### Your objective
Where the word "Give" shows up in the entries below, please copy the whole line.

### Entries shown
^^^^^^^^

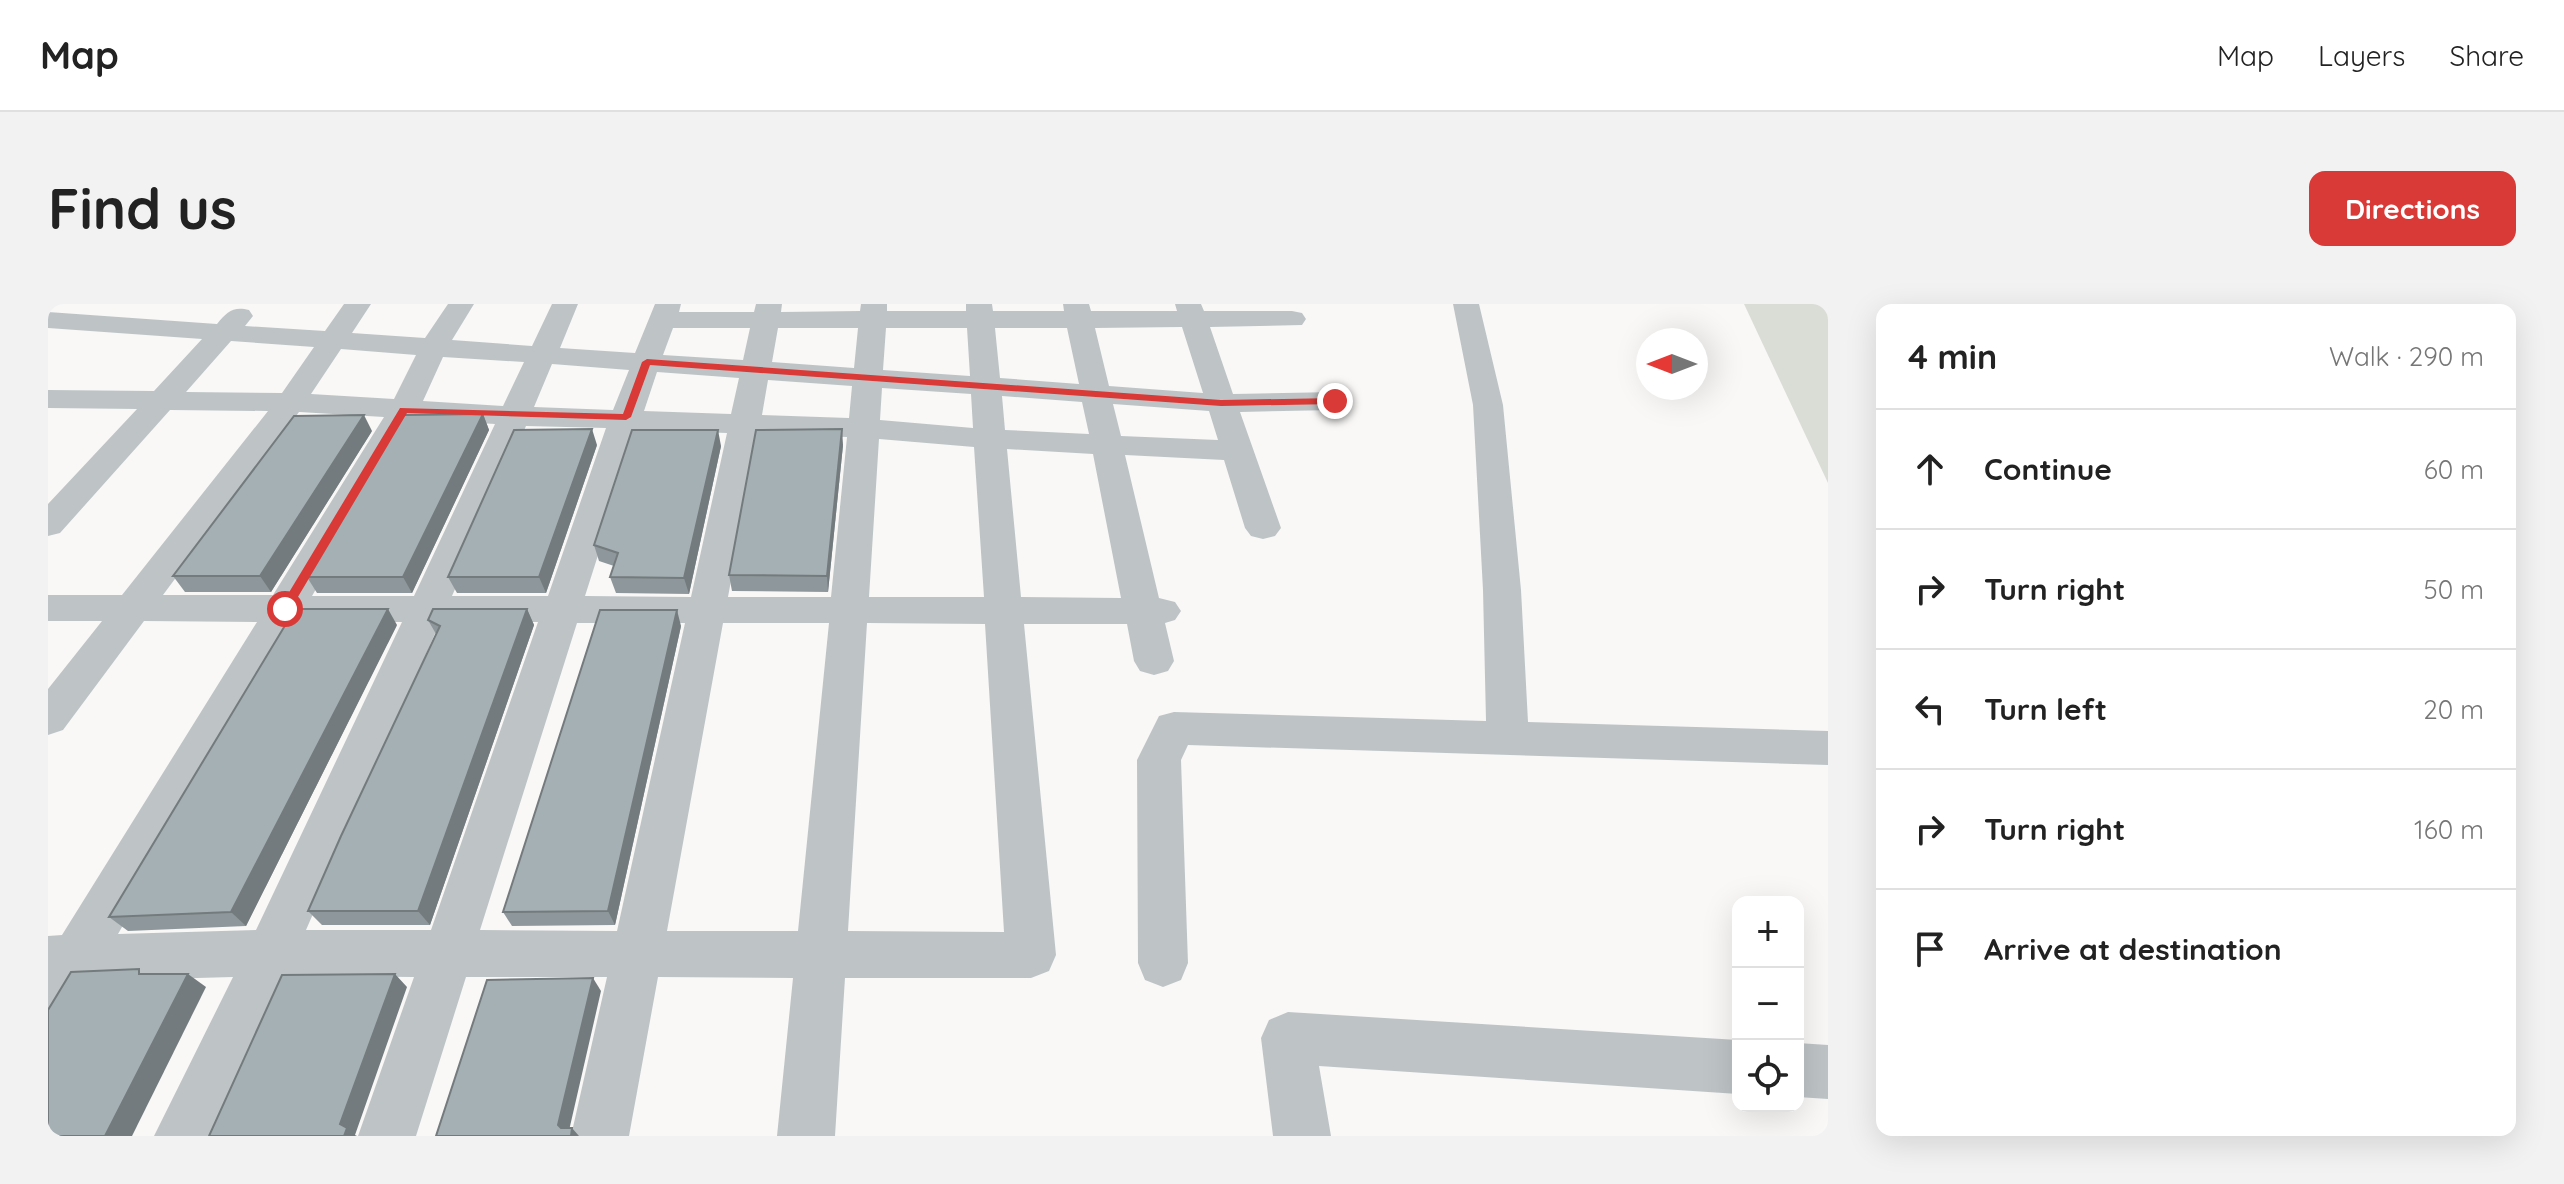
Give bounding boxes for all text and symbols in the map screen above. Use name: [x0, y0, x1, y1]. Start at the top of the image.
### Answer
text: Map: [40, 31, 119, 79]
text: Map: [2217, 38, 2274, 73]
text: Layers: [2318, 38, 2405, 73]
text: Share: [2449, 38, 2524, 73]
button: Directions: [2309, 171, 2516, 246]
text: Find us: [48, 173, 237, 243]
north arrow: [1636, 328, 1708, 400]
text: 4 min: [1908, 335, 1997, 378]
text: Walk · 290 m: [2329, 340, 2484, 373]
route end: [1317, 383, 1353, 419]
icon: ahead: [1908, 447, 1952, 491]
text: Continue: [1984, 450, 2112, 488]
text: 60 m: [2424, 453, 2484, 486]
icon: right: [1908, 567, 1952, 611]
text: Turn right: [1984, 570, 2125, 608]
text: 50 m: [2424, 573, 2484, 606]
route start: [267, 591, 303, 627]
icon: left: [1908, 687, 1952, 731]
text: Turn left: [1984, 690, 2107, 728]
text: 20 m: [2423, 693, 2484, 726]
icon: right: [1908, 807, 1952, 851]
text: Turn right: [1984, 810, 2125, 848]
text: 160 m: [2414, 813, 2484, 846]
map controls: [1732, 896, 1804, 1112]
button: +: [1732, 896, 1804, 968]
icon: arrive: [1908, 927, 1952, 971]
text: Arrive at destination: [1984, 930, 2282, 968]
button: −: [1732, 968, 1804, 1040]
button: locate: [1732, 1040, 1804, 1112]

^^^^^^^^

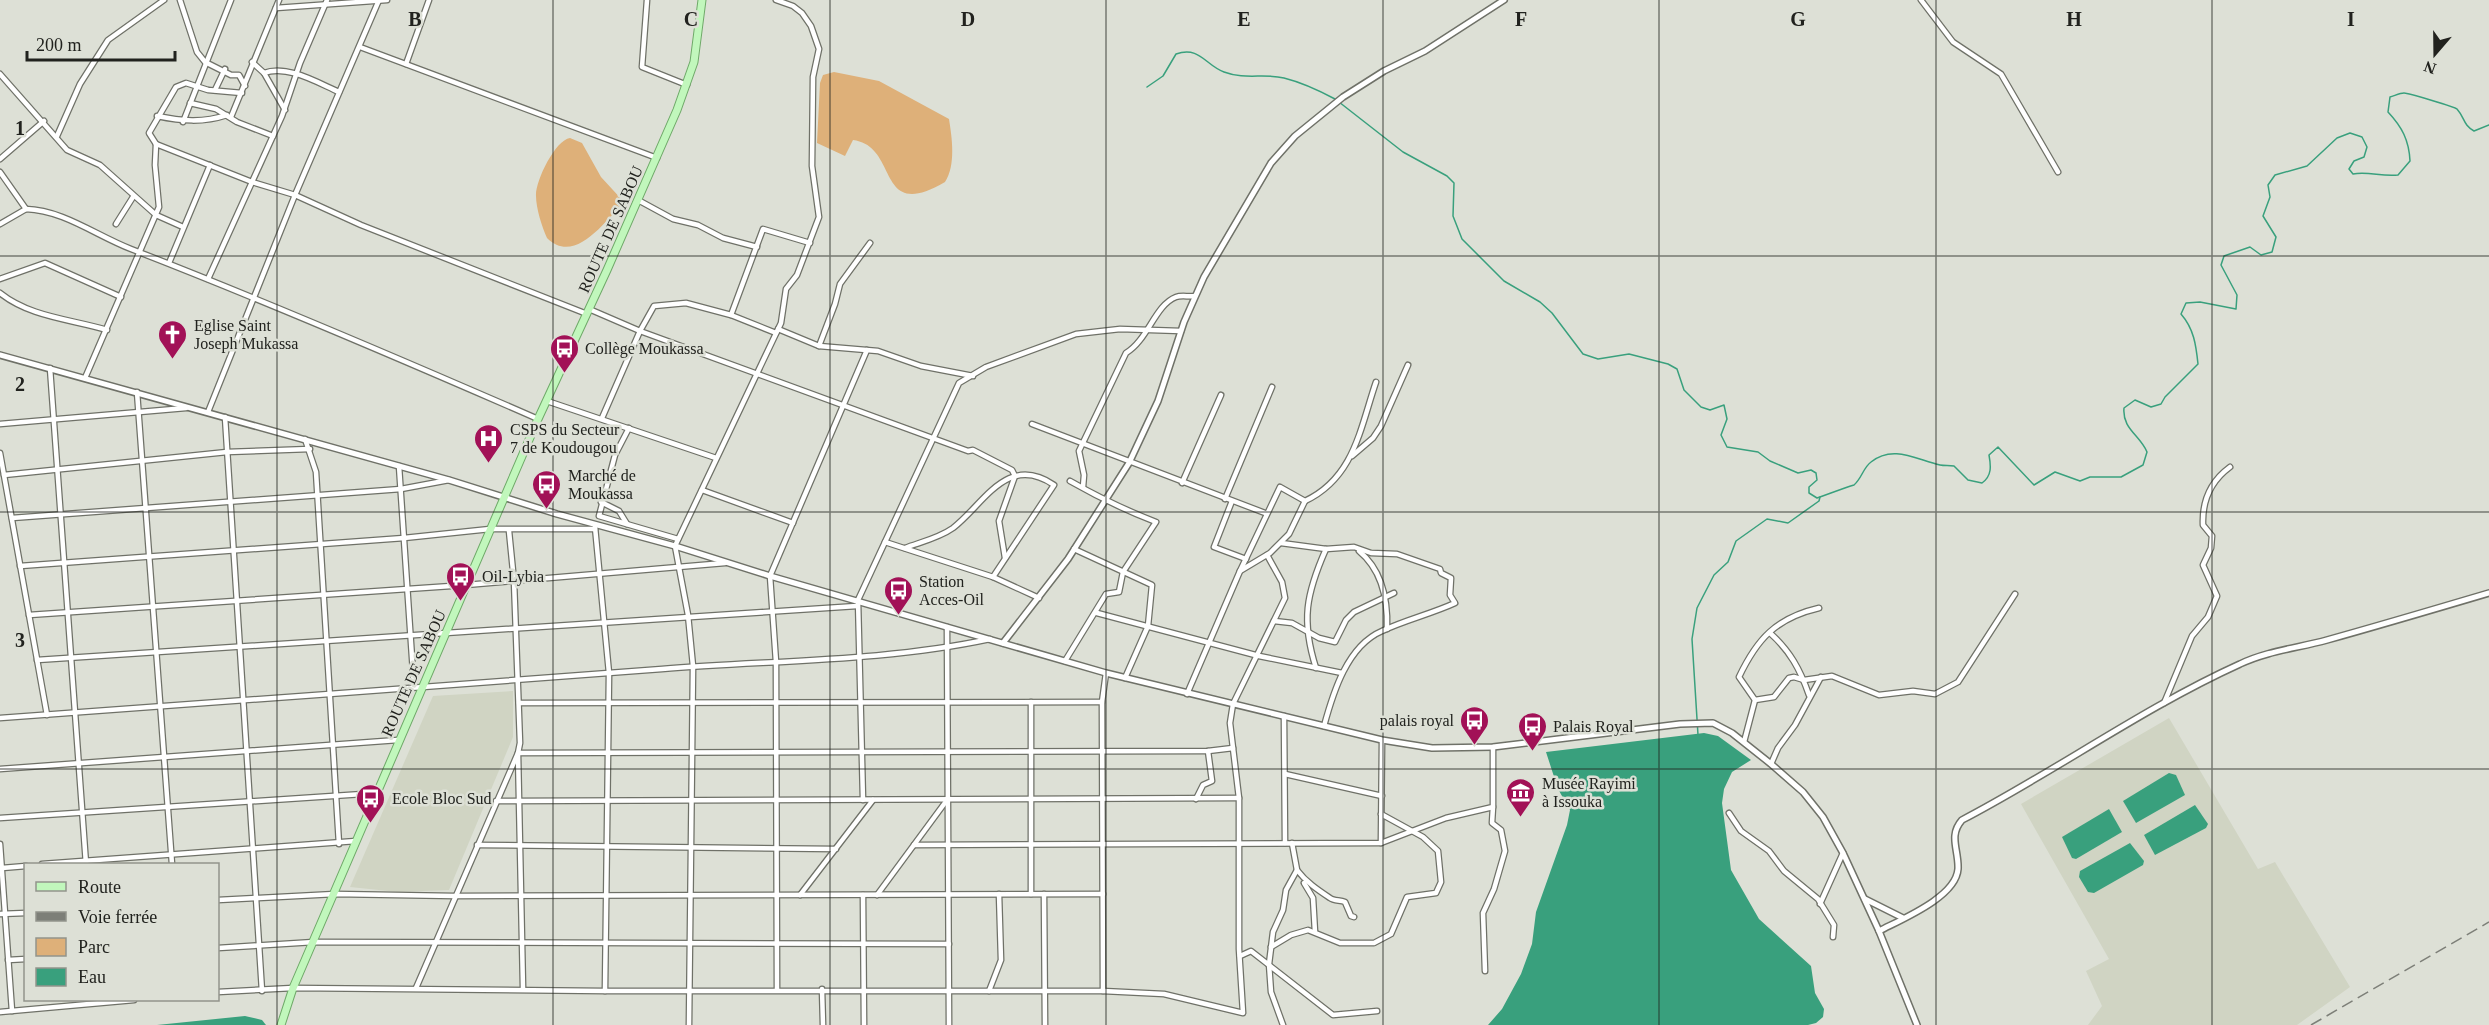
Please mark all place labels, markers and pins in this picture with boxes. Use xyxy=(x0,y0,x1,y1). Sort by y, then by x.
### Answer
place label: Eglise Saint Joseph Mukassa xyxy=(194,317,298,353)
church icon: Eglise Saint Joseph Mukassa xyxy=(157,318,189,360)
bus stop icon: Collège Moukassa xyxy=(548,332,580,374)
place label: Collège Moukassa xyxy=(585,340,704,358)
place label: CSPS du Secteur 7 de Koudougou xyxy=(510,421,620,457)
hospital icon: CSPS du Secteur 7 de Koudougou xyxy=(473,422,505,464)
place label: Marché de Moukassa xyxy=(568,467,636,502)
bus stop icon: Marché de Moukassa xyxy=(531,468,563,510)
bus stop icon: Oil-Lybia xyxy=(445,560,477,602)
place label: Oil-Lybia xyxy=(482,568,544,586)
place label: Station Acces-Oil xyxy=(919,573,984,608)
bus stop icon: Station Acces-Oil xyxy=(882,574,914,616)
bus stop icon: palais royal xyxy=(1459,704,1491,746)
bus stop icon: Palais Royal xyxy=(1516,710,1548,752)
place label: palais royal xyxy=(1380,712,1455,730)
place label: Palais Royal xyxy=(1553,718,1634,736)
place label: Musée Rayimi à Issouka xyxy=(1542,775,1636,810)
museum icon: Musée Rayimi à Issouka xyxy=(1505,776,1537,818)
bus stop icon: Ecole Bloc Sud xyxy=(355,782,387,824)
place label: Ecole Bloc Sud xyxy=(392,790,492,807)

^^^^^^^^

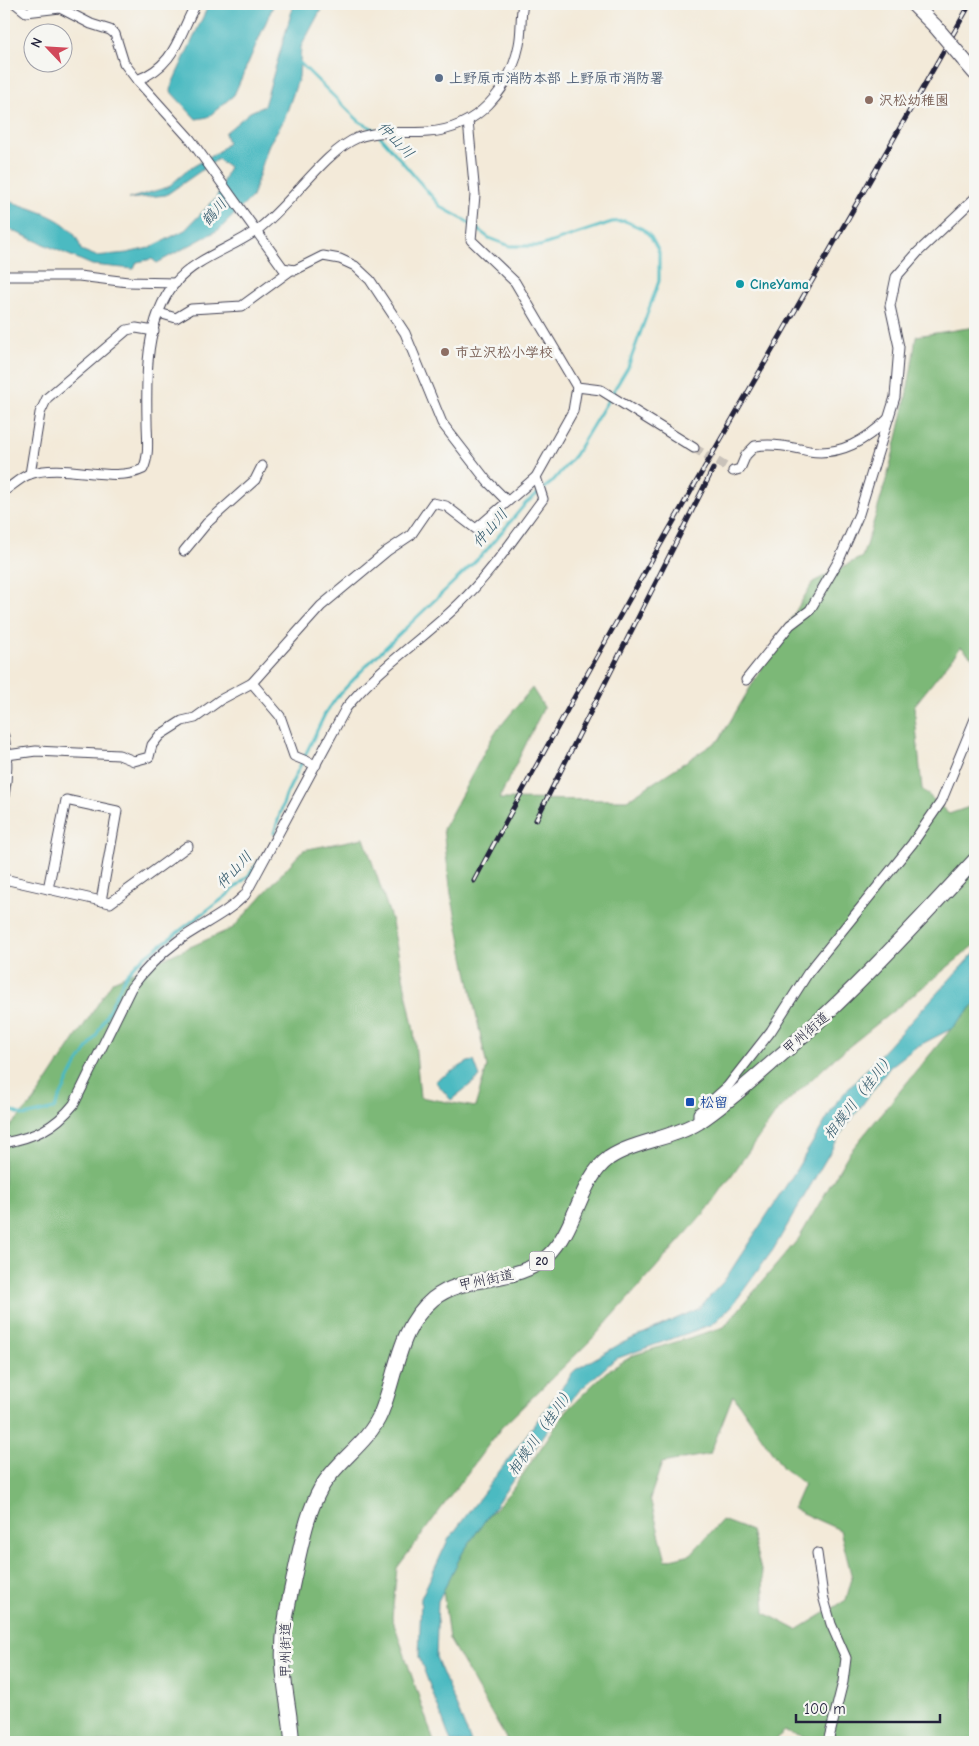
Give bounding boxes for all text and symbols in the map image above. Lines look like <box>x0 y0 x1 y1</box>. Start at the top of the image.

^^^^^^^^

### Written response
Give bounding boxes for all text and symbols in the map screen above. Use name: [x0, y0, x1, y1]. Start at the top of the image.
Give bounding boxes for all text and symbols in the map image above. Lines look like <box>x0 y0 x1 y1</box>. Start at the top of the image.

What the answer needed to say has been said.